» Your instructions
From the entries below, work out how many lines contain the string "canvas"; answer with the number alone.

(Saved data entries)
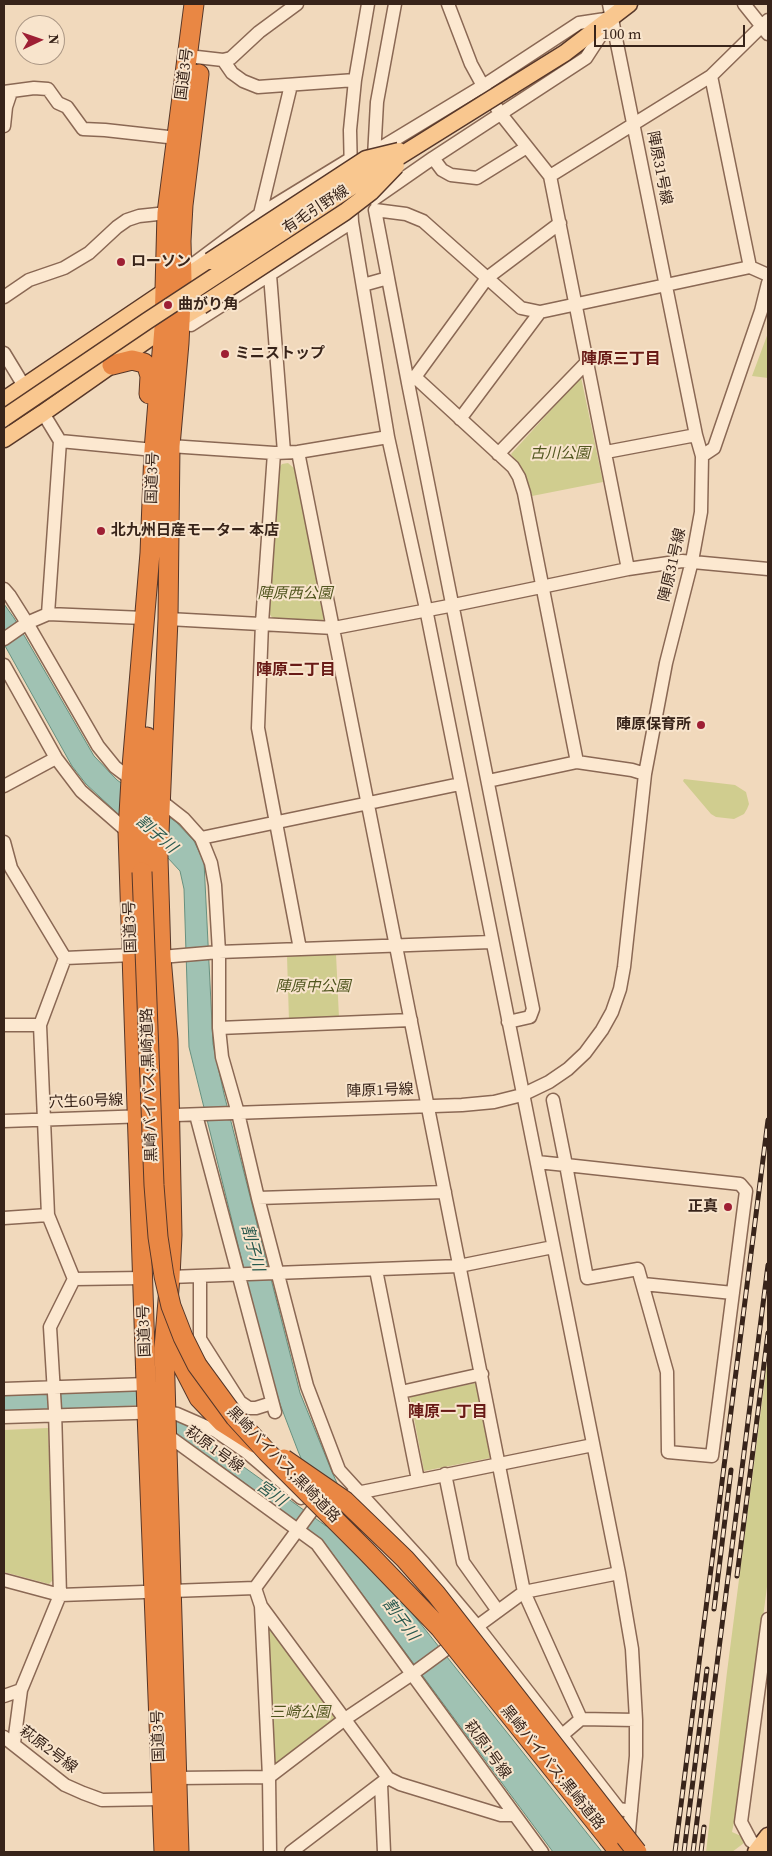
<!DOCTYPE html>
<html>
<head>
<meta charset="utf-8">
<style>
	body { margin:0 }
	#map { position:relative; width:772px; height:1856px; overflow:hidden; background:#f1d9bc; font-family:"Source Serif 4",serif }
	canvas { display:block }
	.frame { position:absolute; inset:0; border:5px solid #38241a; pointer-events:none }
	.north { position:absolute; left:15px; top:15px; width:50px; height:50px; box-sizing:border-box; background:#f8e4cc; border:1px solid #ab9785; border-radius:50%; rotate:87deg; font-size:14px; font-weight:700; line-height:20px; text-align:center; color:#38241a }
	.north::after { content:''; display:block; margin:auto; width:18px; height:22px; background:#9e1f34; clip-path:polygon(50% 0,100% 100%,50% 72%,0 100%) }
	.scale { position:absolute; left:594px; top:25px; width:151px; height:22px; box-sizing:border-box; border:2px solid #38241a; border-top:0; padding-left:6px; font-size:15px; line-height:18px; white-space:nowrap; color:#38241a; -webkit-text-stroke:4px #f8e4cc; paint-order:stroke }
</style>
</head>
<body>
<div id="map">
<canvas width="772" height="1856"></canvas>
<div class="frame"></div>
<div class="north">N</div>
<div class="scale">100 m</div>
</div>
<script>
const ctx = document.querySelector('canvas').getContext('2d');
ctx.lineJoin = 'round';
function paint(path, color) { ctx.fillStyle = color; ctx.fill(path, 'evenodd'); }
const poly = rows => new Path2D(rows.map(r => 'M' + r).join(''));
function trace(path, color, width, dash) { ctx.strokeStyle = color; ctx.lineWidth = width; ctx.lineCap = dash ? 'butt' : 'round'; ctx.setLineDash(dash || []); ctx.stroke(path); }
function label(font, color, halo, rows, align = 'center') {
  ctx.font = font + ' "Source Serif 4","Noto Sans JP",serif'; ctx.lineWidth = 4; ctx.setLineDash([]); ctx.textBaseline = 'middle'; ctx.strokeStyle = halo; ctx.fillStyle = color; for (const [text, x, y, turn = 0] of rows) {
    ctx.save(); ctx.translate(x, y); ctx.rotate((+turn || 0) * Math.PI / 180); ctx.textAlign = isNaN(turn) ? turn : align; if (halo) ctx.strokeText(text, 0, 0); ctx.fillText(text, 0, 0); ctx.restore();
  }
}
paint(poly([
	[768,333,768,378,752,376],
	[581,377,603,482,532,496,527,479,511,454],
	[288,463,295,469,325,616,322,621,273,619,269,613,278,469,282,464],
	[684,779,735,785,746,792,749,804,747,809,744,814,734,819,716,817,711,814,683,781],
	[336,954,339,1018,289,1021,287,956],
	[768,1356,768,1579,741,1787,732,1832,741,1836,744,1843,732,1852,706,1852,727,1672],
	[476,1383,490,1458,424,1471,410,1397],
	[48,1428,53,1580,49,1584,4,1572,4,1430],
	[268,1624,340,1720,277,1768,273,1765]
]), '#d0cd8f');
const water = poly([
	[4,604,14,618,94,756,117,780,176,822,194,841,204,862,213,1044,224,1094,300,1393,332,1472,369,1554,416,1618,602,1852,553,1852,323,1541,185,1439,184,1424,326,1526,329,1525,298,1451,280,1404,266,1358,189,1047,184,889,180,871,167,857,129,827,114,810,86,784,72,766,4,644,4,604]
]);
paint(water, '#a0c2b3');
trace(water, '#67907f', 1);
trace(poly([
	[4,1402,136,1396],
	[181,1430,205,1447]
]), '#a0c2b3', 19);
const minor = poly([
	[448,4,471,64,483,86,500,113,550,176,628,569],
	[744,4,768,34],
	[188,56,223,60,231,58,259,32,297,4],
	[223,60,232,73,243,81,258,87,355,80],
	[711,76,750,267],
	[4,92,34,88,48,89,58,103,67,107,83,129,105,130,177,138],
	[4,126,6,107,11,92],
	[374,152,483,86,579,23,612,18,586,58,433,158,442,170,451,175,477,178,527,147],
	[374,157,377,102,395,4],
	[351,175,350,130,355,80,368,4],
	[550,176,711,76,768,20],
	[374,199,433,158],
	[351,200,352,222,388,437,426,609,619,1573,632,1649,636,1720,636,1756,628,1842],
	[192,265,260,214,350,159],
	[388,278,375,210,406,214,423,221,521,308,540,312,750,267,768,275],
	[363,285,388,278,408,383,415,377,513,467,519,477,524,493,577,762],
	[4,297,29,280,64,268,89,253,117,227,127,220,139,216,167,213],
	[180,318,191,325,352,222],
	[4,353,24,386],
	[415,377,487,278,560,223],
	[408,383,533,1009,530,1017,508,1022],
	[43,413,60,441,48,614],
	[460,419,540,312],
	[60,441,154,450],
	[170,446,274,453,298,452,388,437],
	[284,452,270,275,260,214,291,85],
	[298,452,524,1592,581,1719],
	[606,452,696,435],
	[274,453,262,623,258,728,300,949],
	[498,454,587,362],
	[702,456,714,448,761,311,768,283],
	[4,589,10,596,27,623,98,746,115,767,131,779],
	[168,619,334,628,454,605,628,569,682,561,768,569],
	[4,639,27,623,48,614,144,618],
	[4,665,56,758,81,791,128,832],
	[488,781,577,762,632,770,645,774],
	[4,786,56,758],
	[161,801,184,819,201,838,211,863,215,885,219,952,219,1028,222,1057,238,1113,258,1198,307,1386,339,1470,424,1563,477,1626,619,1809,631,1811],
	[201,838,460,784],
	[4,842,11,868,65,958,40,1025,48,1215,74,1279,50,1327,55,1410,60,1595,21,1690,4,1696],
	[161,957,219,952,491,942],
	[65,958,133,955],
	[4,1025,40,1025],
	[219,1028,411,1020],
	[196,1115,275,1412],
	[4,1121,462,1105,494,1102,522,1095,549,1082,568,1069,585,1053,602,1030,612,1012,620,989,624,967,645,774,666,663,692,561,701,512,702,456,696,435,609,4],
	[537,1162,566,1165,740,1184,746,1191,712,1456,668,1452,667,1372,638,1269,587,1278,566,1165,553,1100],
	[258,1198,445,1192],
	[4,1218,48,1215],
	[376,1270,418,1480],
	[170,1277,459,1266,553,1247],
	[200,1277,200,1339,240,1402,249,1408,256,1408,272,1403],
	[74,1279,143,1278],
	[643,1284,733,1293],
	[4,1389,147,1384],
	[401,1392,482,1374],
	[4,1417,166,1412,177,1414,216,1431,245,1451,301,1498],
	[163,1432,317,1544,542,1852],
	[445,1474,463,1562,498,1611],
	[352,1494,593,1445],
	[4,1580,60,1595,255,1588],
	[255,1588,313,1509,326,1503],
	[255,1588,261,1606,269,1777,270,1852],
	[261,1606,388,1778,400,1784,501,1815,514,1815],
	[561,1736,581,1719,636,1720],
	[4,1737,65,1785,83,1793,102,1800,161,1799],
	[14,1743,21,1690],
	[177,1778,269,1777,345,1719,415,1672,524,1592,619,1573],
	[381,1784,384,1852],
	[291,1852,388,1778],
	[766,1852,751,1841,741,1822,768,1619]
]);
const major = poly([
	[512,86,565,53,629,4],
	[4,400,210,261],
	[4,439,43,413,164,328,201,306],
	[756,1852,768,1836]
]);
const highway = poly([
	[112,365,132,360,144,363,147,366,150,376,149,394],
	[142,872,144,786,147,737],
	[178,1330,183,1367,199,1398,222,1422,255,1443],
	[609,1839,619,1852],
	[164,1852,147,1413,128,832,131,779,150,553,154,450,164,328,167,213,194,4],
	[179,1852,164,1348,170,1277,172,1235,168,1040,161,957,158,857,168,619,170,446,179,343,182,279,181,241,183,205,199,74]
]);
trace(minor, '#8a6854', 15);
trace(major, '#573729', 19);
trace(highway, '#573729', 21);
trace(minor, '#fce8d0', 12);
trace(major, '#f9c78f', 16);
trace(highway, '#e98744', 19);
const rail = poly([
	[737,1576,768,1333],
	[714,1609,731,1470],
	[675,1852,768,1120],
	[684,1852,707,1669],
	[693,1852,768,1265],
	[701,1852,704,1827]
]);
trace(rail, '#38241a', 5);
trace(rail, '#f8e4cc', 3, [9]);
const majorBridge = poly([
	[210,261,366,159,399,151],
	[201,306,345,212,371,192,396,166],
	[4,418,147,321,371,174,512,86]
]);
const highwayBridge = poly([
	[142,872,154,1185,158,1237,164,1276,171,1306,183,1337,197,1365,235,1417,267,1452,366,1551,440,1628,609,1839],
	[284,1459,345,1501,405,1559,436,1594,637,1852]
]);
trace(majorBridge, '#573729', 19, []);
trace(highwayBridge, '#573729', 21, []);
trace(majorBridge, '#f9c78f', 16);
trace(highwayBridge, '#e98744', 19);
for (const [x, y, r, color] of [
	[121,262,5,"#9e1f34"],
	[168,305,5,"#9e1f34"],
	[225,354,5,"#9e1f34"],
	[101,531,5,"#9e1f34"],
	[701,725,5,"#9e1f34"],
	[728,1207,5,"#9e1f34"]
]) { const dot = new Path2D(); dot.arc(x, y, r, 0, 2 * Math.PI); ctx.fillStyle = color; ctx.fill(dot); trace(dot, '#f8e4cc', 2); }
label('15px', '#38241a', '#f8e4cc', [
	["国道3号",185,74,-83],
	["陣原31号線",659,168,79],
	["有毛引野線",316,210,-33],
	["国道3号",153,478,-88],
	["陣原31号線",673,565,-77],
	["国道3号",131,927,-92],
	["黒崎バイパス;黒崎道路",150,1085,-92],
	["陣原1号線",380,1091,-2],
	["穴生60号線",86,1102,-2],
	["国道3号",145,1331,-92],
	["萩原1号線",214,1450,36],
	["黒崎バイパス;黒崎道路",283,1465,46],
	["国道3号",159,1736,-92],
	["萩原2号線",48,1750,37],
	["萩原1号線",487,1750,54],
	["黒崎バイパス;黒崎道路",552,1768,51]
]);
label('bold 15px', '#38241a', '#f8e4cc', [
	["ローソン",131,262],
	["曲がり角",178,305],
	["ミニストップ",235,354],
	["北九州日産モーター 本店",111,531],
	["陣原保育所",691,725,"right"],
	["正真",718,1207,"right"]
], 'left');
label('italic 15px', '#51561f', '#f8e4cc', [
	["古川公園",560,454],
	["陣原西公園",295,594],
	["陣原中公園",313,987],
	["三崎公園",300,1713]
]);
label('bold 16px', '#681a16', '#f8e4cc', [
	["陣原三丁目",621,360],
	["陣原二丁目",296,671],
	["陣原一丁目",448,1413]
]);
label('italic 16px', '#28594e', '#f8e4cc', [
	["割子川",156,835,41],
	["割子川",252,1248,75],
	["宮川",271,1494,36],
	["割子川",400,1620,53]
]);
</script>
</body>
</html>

» Written response
3